Data entries
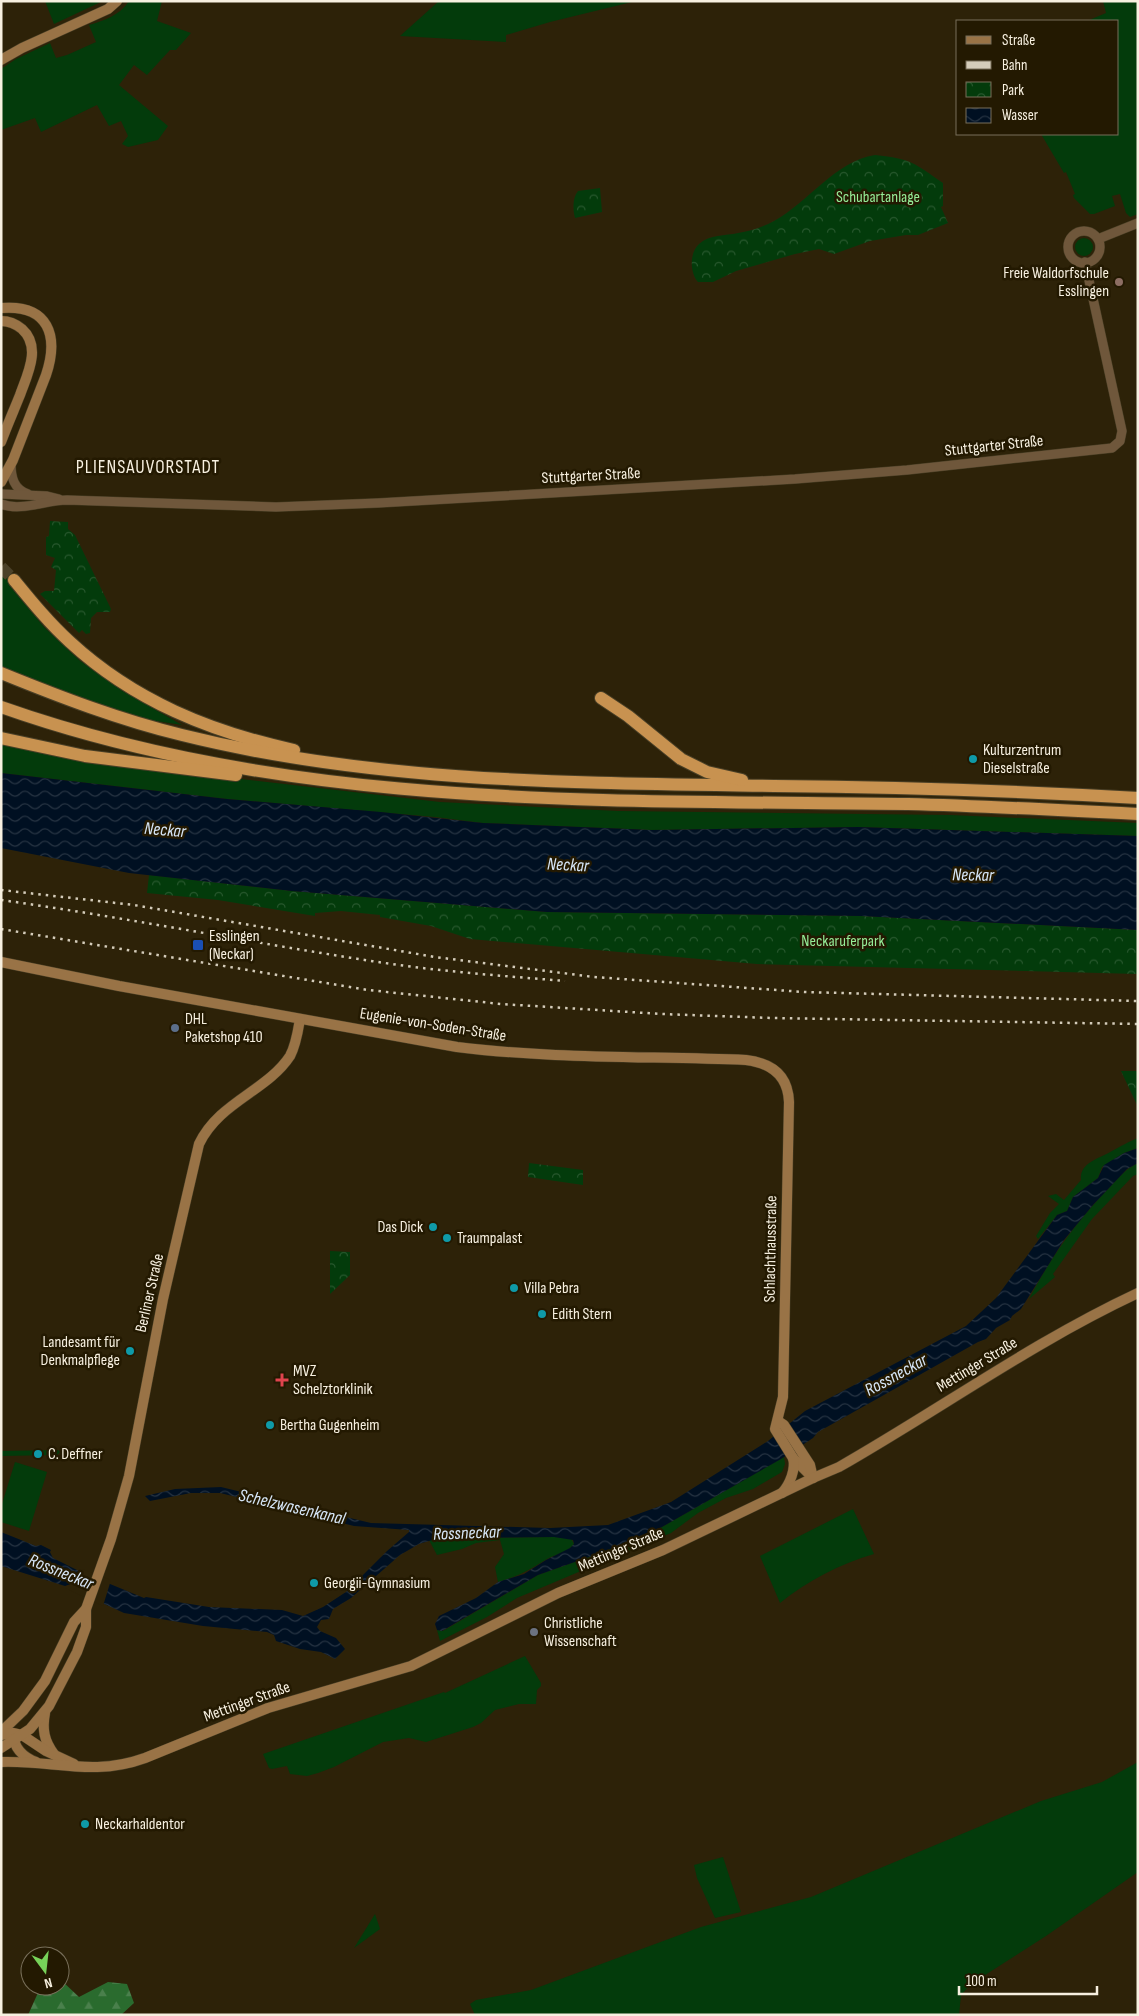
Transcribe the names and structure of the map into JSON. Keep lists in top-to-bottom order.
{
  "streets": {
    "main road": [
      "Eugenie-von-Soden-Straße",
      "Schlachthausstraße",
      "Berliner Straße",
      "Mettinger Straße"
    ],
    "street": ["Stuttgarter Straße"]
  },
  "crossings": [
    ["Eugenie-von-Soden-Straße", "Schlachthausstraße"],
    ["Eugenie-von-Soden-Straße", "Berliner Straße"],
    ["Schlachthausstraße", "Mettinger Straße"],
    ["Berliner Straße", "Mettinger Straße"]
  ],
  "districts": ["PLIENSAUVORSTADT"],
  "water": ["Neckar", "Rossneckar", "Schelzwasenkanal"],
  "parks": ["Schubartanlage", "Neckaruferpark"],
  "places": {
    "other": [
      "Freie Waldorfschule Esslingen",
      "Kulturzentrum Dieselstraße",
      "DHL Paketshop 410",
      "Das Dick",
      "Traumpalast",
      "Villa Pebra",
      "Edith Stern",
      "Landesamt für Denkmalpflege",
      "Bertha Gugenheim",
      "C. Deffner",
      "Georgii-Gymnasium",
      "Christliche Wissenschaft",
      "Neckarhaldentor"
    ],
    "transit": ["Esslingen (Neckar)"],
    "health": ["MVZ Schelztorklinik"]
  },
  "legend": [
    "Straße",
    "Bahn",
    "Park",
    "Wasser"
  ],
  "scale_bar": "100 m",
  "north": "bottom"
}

PROBLEM TO WORK ON |
The records are to be duplicated in full and exactly, with images left out.

ANSWER TO THIS TASK |
Transcribe the names and structure of the map into JSON. Keep lists in top-to-bottom order.
{
  "streets": {
    "main road": [
      "Eugenie-von-Soden-Straße",
      "Schlachthausstraße",
      "Berliner Straße",
      "Mettinger Straße"
    ],
    "street": ["Stuttgarter Straße"]
  },
  "crossings": [
    ["Eugenie-von-Soden-Straße", "Schlachthausstraße"],
    ["Eugenie-von-Soden-Straße", "Berliner Straße"],
    ["Schlachthausstraße", "Mettinger Straße"],
    ["Berliner Straße", "Mettinger Straße"]
  ],
  "districts": ["PLIENSAUVORSTADT"],
  "water": ["Neckar", "Rossneckar", "Schelzwasenkanal"],
  "parks": ["Schubartanlage", "Neckaruferpark"],
  "places": {
    "other": [
      "Freie Waldorfschule Esslingen",
      "Kulturzentrum Dieselstraße",
      "DHL Paketshop 410",
      "Das Dick",
      "Traumpalast",
      "Villa Pebra",
      "Edith Stern",
      "Landesamt für Denkmalpflege",
      "Bertha Gugenheim",
      "C. Deffner",
      "Georgii-Gymnasium",
      "Christliche Wissenschaft",
      "Neckarhaldentor"
    ],
    "transit": ["Esslingen (Neckar)"],
    "health": ["MVZ Schelztorklinik"]
  },
  "legend": [
    "Straße",
    "Bahn",
    "Park",
    "Wasser"
  ],
  "scale_bar": "100 m",
  "north": "bottom"
}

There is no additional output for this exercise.